A invenção é australiana. Um dos primeiros registros vem de caso de seguros, julgado em 19852. Desde então, a técnica ganhou popularidade na Austrália e foi incorporada à rotina de tribunais nos Estados Unidos. O parágrafo 11 das Civil Procedure Rules prevê hipótese de hot tubbing, ou, como lá chamada, concurrent expert evidence3.
Mas foi só a partir de sua incorporação na rotina de arbitragens internacionais que a técnica começou a chamar a atenção de advogados e de juízes brasileiros. É o que, no “Report on Controlling Time and Costs in Arbitration” da Câmara de Comércio Internacional, se convencionou chamar de “witness conferencing”, tal qual previsto no item 794.

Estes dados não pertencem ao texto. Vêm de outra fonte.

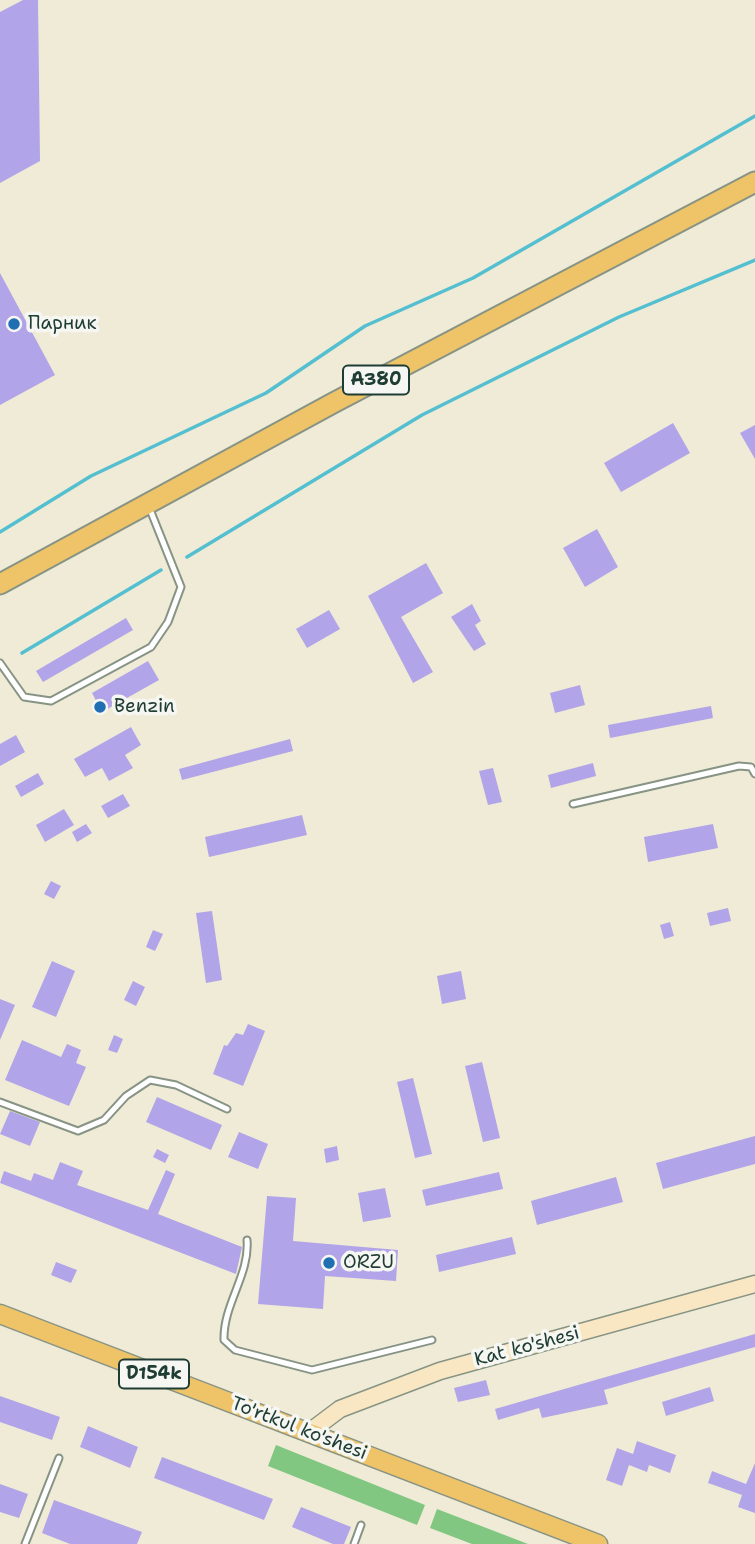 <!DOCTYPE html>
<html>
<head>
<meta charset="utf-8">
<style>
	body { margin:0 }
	canvas { display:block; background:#efebd6 }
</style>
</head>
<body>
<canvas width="755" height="1544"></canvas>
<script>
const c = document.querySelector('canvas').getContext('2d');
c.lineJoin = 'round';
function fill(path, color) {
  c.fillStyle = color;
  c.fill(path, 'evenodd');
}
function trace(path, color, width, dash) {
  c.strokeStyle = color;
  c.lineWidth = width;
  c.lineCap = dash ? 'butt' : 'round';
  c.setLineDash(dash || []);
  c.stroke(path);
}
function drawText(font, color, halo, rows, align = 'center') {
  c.font = font + ' "Shantell Sans",sans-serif';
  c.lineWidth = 7;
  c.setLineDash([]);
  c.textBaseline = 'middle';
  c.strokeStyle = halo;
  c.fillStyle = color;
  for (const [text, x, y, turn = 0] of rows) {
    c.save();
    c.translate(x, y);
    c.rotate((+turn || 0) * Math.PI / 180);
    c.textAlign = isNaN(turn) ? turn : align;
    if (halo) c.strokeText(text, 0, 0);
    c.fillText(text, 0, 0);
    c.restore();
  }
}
fill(new Path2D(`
	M276 1445 425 1505 417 1525 268 1466Z
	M437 1509 528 1544H472L430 1528Z`), '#81c681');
trace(new Path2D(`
	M0 532 91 476 266 393 365 326 473 278 755 116
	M187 557 422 415 619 317 755 260
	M22 653 161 570`), '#54bfd0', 3.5);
fill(new Path2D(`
	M23 0H38L40 161 0 183V12Z
	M0 273 55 375 0 405Z
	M673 423 690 453 621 492 604 463Z
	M755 425V459L740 433Z
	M597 529 618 567 585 587 563 548Z
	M426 563 443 593 401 617 433 672 413 683 368 596Z
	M472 604 481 621 475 625 486 644 474 651 451 617Z
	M329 610 340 629 307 648 296 629Z
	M126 618 133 630 43 682 36 671Z
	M148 661 159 680 102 712 92 693Z
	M580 685 585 705 555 713 550 693Z
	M711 706 713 718 610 738 608 725Z
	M131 727 141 745 125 755 133 768 109 781 102 768 85 777 74 759Z
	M16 735 25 752 0 766V744Z
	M290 739 293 751 182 780 179 769Z
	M593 763 596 776 551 788 548 775Z
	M493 768 502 802 488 805 479 771Z
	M38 773 44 784 21 797 15 786Z
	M123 794 130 806 108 818 101 806Z
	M64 809 74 825 45 842 36 825Z
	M302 815 307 835 209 857 205 837Z
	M86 824 92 833 77 842 72 832Z
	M713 824 718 848 648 862 644 837Z
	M51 881 61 886 54 899 44 894Z
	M728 908 731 921 710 926 707 913Z
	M212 911 222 980 206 983 196 913Z
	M670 922 674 936 664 939 660 925Z
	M153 930 163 934 155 951 146 947Z
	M52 961 75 971 56 1017 32 1007Z
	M461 971 466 999 442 1004 437 976Z
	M133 981 145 987 136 1006 124 1000Z
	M0 999 15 1005 0 1040Z
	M248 1024 265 1031 243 1086 213 1074 224 1045 227 1046 236 1033 243 1035Z
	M114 1035 123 1039 117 1053 108 1050Z
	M22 1040 61 1057 67 1044 81 1050 76 1063 86 1067 69 1106 5 1080Z
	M482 1062 500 1138 483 1142 465 1066Z
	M413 1078 432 1154 415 1158 397 1082Z
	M157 1097 222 1125 211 1150 146 1122Z
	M10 1111 40 1122 30 1146 0 1134Z
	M239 1132 268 1144 258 1169 228 1157Z
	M755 1136V1164L663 1189 656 1163Z
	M337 1146 339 1160 326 1163 324 1149Z
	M157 1149 169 1155 165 1163 153 1157Z
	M60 1162 83 1171 77 1185 148 1210 166 1170 175 1174 158 1214 242 1247 236 1274 0 1183 4 1171 31 1181 34 1173 53 1180Z
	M499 1172 503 1189 426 1206 422 1190Z
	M616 1177 623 1202 537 1225 531 1201Z
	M385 1188 391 1217 363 1222 358 1193Z
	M267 1196 296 1198 293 1241 398 1250 396 1281 325 1276 323 1309 258 1304Z
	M512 1237 516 1254 439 1272 436 1255Z
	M56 1262 77 1270 71 1283 51 1275Z
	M755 1334V1347L604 1390 608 1404 542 1418 539 1408 498 1420 495 1409Z
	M486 1380 490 1395 458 1402 454 1388Z
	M710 1387 714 1401 666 1416 662 1402Z
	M0 1396 60 1417 52 1440 0 1422Z
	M88 1426 138 1447 130 1468 80 1447Z
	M637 1441 676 1455 670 1473 649 1465 647 1472 629 1465 622 1486 606 1480 617 1448 633 1454Z
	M162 1457 273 1499 264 1520 154 1478Z
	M755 1463V1513L738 1507 742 1495 708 1483 712 1471 746 1484Z
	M0 1484 28 1494 19 1518 0 1512Z
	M54 1500 142 1532 137 1544H70L42 1533Z
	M301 1507 351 1527 344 1544H333L292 1527Z`), '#b2a4e8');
const lane = new Path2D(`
	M0 663 24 697 51 701 151 647 168 622 181 587 149 507
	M573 804 739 766 751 767 755 774
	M0 1102 78 1131 104 1120 126 1096 150 1080 176 1085 227 1109
	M247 1240C250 1275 223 1304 224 1340L235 1350 312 1370 432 1340
	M25 1544 59 1458
	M354 1544 361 1525`);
const secondary = new Path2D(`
	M308 1433 340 1409 440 1371 755 1284`);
const primary = new Path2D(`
	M0 1314 598 1544`);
const highway = new Path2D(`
	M0 584 335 402 755 182`);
trace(lane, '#879485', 9);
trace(secondary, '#879485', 19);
trace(primary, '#879485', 21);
trace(highway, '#879485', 23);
trace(lane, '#fff', 5);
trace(secondary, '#f9e7c3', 16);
trace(primary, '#efc469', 18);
trace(highway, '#efc469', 19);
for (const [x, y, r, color] of [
	[14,324,7,"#1f6fb2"],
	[100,707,7,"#1f6fb2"],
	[329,1263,7,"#1f6fb2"]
]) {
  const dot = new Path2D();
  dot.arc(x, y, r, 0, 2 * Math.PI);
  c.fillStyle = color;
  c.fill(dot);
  trace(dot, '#f6f6f2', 2.5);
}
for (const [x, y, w] of [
	[376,380,66],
	[154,1374,70]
]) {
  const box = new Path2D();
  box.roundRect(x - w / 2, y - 14.5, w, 29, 5);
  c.fillStyle = '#f6f6f2';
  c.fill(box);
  trace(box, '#1f3d34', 2);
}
drawText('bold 18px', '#1f3d34', null, [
	["A380",376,380],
	["D154k",154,1374]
]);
drawText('19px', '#1f3d34', '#f6f6f2', [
	["Парник",28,324],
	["Benzin",114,707],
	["ORZU",343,1263]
], 'left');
drawText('19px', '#1f3d34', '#f6f6f2', [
	["Kat ko'shesi",527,1347,-15],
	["To'rtkul ko'shesi",299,1429,21]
]);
</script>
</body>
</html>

O hot tubbing (i.e., o testemunho simultâneo de peritos e assistentes) consiste em técnica por meio da qual os peritos e assistentes de cada parte são ouvidos simultaneamente na presença do árbitro ou do juiz. Trata-se de mecanismo que permite aos julgadores e aos patronos de cada parte a identificação de inconsistências na análise técnica, atingindo-se, de forma elucidativa, conclusões quanto a questões essenciais da controvérsia posta.
Trata-se de mudança significativa em relação ao paradigma veiculado pelo art. 361 do CPC, que apresenta a inquirição do perito e dos assistentes técnicos das partes em ordem predeterminada5. Por meio do hot tubbing, permite-se que os peritos e assistentes sejam colocados um de frente para o outro, com a finalidade de possibilitar verdadeira interação não só entre eles, mas também com o tribunal. É dessa maneira que os árbitros conseguem direcionar as matérias controvertidas de forma dinâmica, sanando eventuais obscuridades no raciocínio técnico.
Como descrito por Kate Krause, “hot tubbing is the colloquial term for a procedure in which expert testimony is given concurrently, rather than sequentially”6.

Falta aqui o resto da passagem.